_Task brief_
Taking each line of the material in turn, count those with the string "from" and answer with the count alone.

_Data provided_
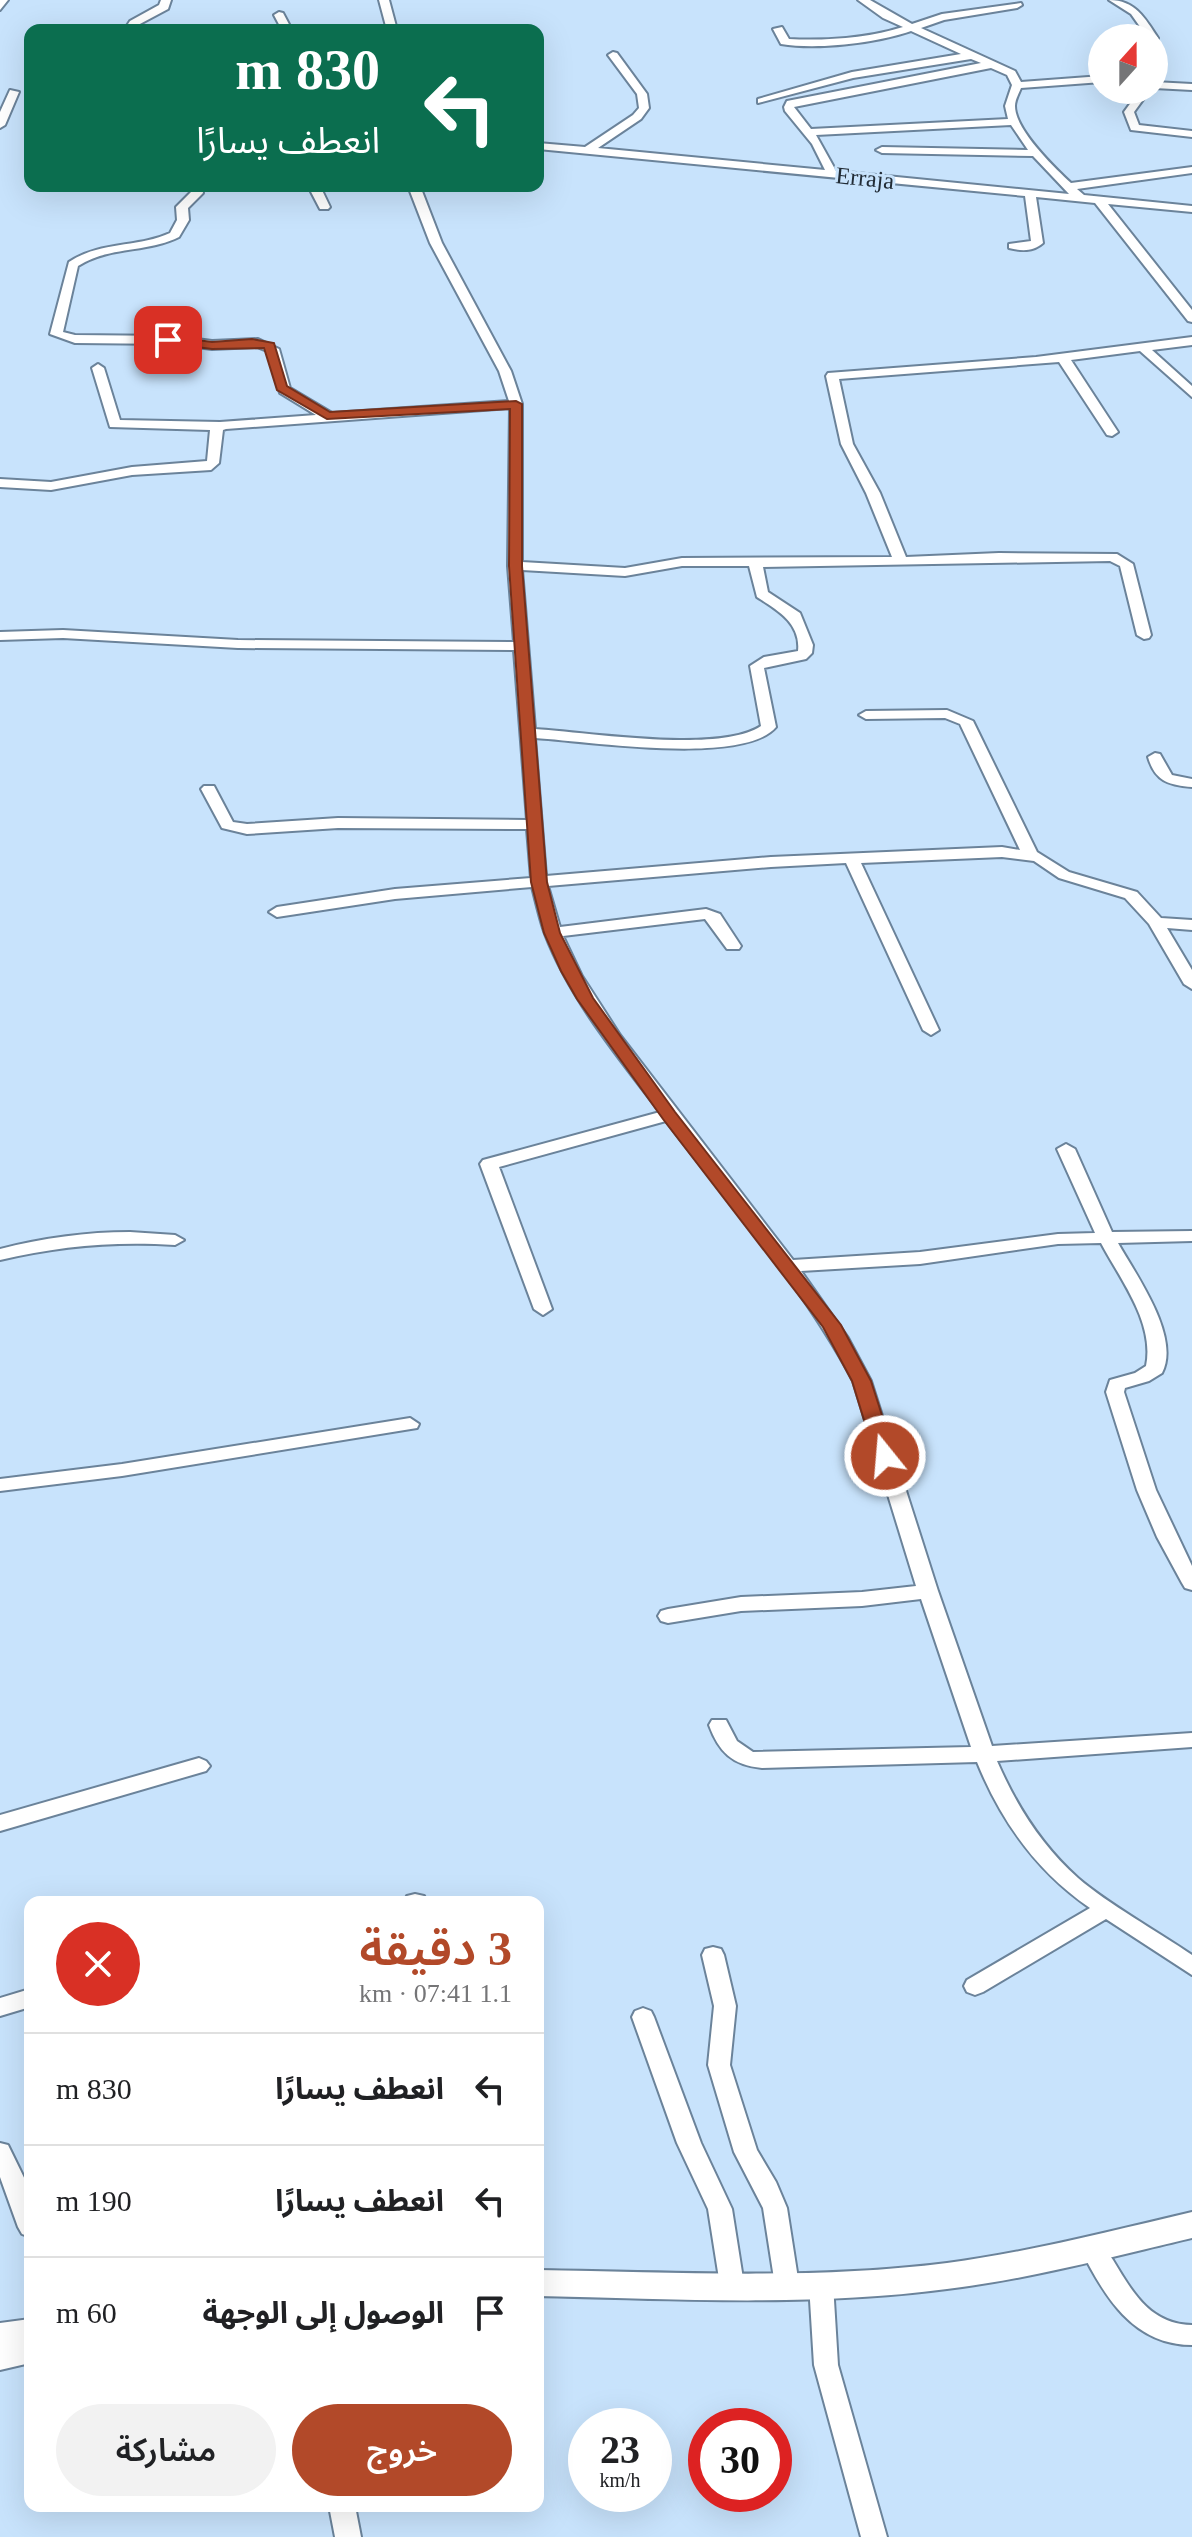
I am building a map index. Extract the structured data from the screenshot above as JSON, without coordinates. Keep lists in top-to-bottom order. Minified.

==

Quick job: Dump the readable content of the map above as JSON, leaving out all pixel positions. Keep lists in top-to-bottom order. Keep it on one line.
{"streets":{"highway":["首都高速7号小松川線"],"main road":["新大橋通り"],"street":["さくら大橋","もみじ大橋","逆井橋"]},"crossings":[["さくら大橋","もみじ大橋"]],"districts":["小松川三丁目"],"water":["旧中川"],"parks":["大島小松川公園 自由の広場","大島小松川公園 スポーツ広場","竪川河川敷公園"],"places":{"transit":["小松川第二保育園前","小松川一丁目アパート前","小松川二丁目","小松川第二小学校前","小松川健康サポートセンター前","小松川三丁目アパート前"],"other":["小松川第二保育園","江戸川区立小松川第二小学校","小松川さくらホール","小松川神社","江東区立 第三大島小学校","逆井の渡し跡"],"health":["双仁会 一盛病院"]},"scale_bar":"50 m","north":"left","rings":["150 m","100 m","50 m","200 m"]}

---

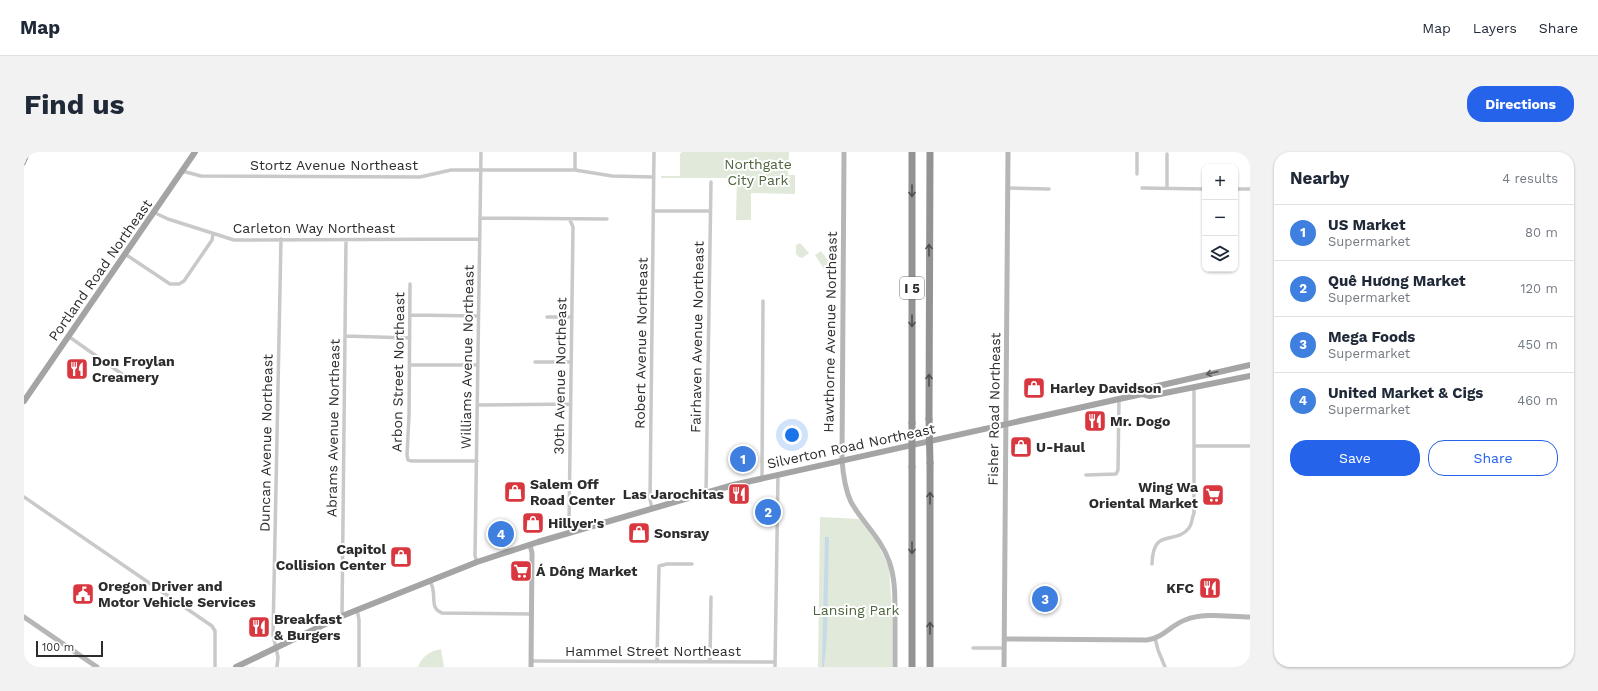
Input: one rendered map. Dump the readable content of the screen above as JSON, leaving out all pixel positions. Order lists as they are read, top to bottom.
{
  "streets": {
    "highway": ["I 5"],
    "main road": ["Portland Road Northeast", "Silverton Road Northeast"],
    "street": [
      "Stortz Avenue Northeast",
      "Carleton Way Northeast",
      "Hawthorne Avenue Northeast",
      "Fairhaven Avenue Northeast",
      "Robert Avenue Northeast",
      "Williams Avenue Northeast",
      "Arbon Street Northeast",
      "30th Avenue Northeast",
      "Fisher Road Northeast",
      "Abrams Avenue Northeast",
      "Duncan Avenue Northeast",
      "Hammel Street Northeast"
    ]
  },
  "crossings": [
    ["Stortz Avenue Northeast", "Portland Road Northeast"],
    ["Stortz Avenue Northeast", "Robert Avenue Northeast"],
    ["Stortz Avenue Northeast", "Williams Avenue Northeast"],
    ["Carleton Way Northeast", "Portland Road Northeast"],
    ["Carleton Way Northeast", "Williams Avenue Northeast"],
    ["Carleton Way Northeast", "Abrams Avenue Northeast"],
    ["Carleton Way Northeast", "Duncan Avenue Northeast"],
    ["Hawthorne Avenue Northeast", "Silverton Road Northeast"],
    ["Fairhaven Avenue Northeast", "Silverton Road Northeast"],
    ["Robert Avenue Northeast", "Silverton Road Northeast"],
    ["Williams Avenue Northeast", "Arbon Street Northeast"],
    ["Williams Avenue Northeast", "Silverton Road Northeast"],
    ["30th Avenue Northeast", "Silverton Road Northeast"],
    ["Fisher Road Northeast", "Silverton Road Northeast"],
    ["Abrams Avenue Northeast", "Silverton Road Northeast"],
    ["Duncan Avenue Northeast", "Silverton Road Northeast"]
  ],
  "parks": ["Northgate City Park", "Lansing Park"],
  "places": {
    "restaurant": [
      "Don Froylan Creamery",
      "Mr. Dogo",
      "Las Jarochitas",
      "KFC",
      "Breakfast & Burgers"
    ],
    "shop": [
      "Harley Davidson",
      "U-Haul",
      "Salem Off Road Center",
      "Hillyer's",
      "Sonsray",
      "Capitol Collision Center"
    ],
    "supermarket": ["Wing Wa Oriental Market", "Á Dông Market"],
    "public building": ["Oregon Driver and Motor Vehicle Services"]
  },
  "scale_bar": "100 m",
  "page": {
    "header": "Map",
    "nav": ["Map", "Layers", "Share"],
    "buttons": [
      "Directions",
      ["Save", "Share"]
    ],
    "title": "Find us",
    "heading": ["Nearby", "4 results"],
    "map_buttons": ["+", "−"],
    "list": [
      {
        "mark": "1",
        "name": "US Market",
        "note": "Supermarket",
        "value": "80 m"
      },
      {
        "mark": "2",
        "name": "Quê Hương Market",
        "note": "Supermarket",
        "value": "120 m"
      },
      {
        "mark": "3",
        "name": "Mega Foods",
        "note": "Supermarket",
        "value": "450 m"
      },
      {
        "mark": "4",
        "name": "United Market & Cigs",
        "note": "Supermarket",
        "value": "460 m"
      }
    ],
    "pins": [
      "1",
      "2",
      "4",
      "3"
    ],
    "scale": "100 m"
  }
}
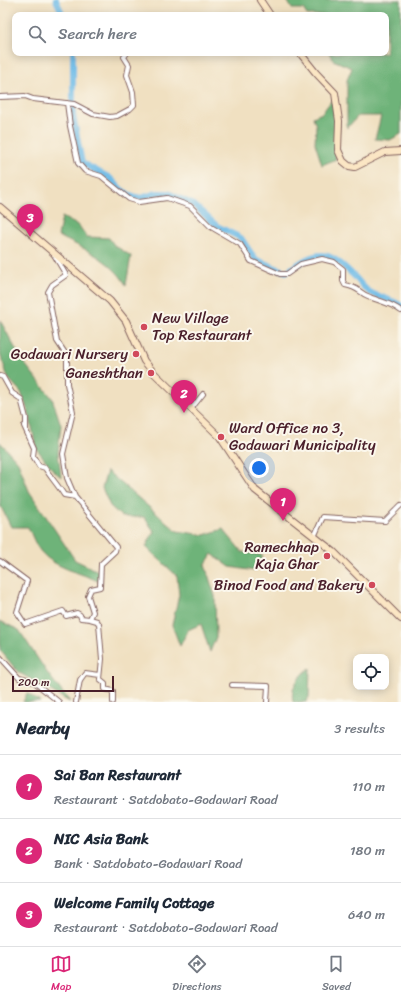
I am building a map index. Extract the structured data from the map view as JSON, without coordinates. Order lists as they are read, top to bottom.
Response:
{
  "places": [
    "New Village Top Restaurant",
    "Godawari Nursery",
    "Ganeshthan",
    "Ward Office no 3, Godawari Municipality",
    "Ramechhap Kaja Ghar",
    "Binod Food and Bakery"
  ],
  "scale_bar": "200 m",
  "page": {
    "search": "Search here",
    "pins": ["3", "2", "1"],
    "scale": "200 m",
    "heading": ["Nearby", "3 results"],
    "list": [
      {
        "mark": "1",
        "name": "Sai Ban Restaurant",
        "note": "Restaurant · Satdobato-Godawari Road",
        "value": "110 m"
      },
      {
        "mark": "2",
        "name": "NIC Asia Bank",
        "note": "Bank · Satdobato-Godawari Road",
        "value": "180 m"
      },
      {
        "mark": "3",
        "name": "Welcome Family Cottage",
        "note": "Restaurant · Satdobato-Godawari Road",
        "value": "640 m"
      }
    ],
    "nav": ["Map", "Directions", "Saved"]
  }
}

_Your response_
2